WHAT IS EXPECTED: Each time a line of the listing holds "Summarize", copy that line.

MATERIAL SUPPLIED:
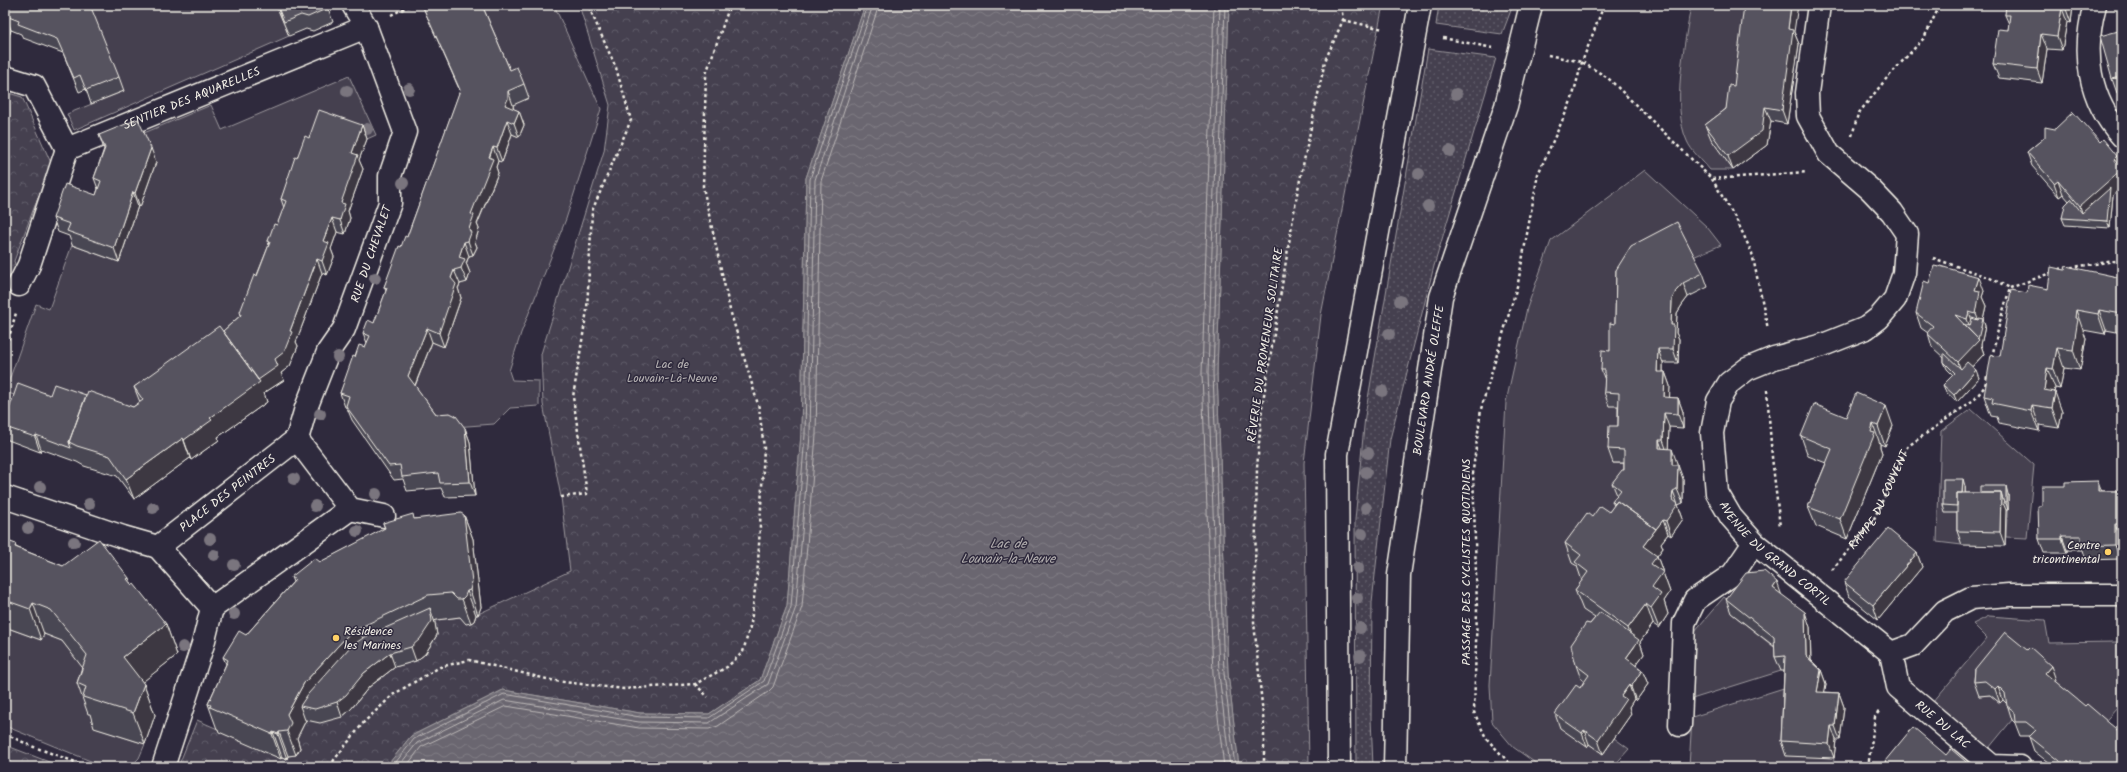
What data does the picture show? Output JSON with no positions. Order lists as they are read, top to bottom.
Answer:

==

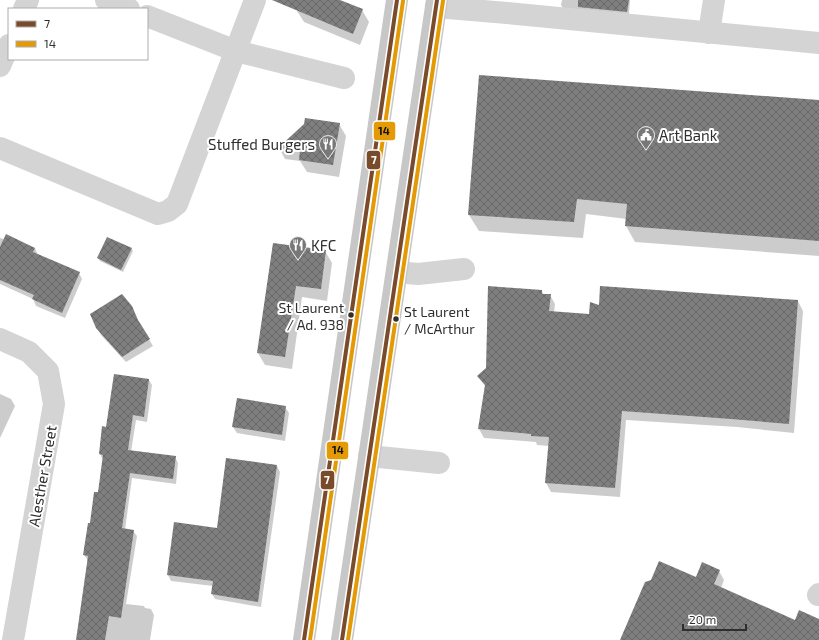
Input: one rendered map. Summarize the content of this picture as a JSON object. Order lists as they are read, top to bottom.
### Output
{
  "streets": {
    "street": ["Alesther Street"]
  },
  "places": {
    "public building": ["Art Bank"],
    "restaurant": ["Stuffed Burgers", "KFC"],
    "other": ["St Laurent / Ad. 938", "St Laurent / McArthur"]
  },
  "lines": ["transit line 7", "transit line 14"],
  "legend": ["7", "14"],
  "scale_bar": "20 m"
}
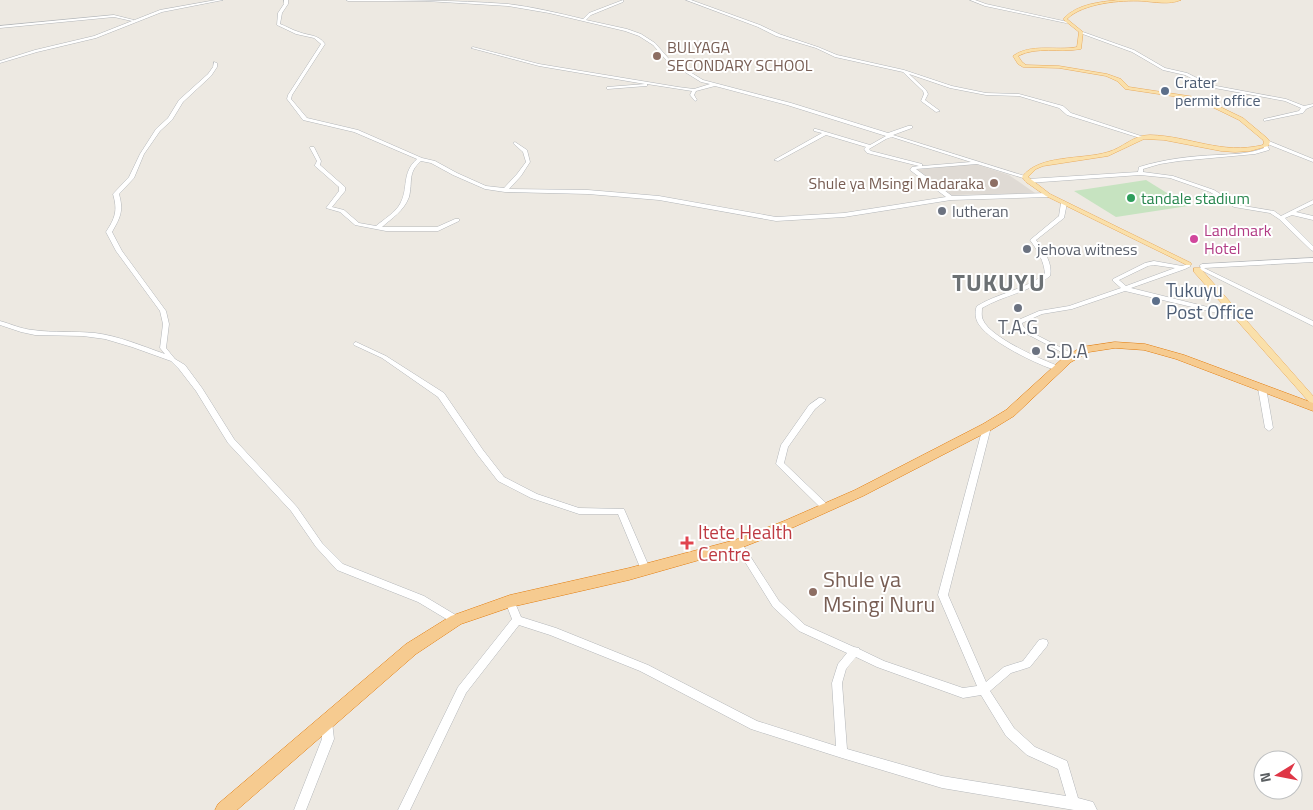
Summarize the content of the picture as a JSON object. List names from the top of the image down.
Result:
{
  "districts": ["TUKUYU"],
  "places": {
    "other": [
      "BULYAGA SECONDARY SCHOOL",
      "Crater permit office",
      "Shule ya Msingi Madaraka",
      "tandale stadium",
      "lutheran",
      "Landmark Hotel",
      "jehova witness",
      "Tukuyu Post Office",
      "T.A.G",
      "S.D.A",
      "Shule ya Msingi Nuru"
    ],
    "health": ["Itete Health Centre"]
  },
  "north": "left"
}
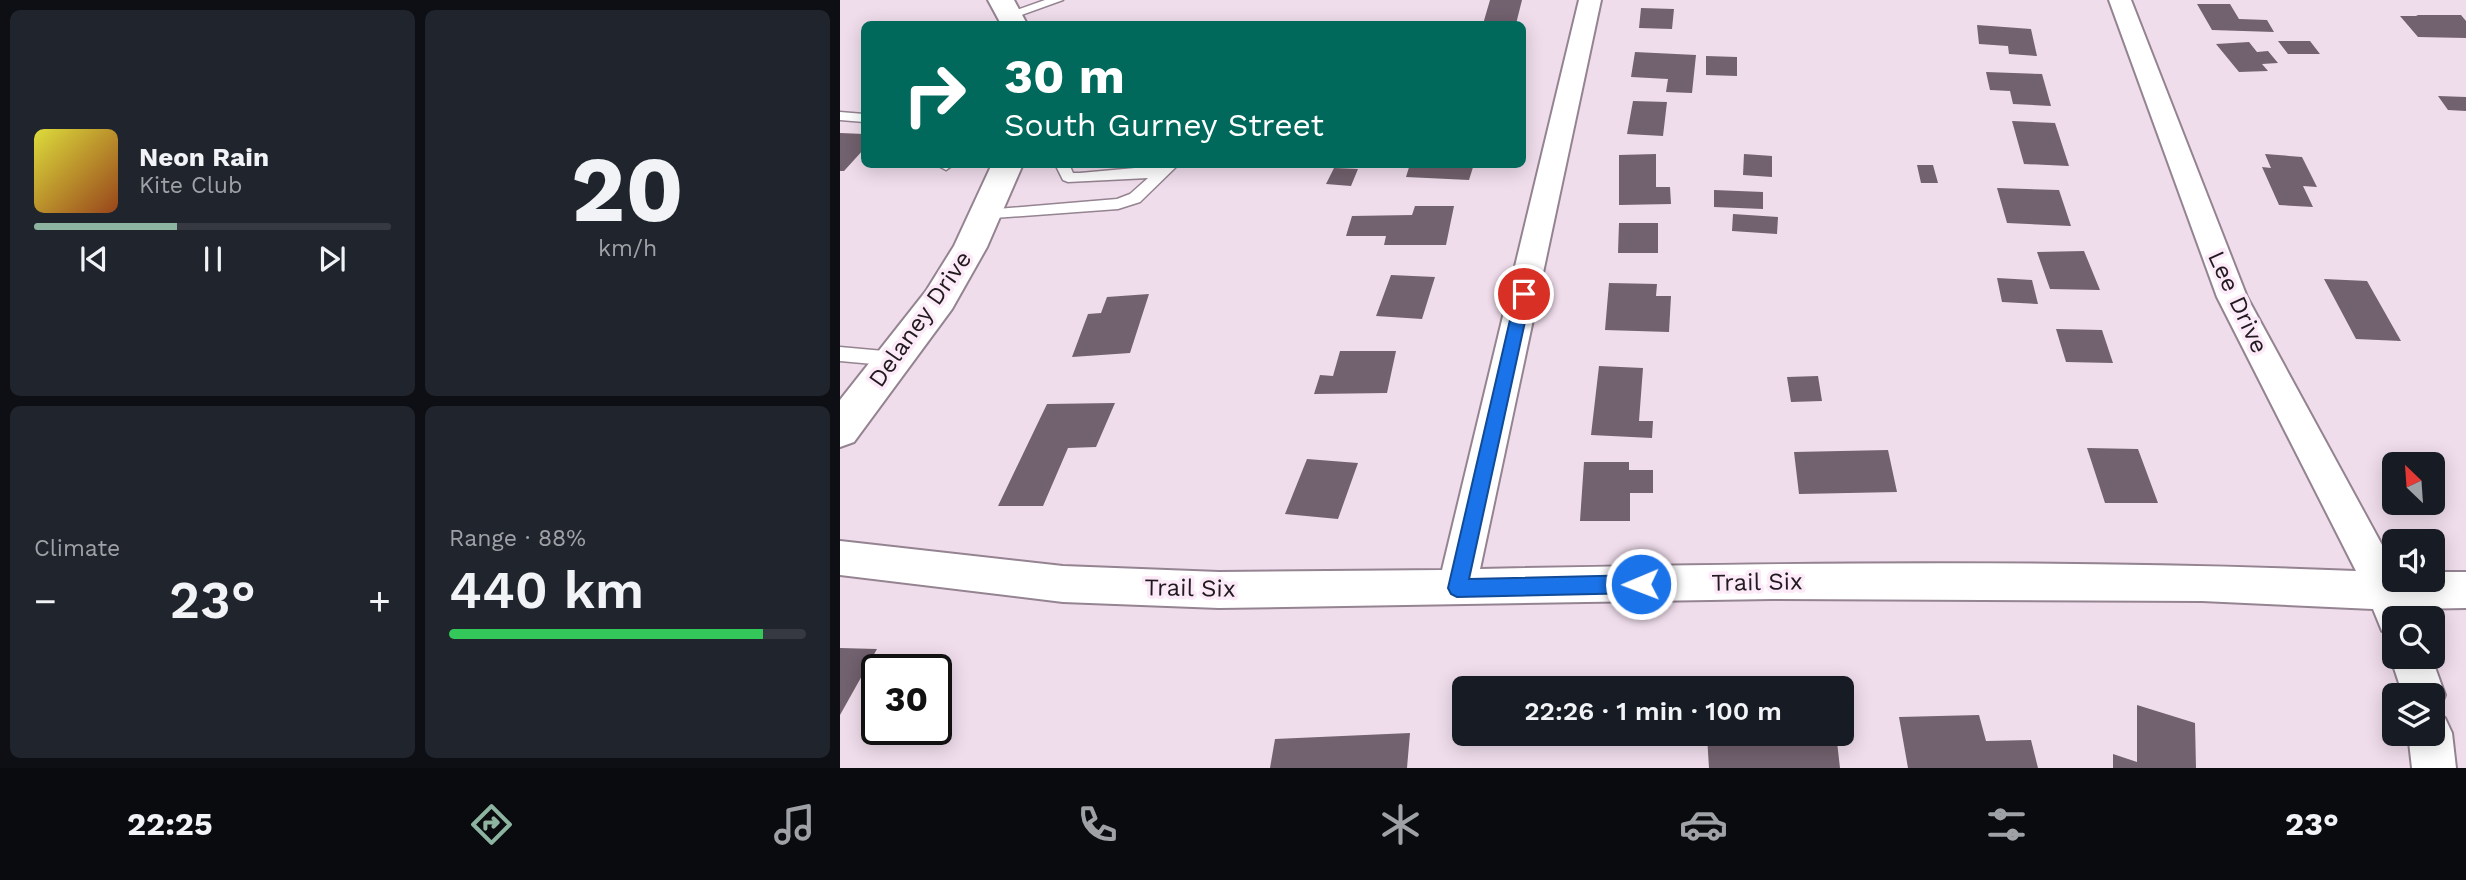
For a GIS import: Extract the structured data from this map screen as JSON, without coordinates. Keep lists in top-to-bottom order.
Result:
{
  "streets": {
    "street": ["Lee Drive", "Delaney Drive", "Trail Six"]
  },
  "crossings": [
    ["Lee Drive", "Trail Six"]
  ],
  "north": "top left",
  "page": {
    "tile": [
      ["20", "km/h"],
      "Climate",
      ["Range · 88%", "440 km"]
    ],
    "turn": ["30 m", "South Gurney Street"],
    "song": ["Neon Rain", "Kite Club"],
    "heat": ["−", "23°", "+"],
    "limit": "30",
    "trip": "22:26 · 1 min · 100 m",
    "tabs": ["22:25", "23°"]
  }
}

EXPECTED ANSWER:
Input: one rendered map. Summarize the content of this picture as a JSON object. Order lists as they are read, top to bottom.
Summarize the content of the picture as a JSON object. List names from the top of the image down.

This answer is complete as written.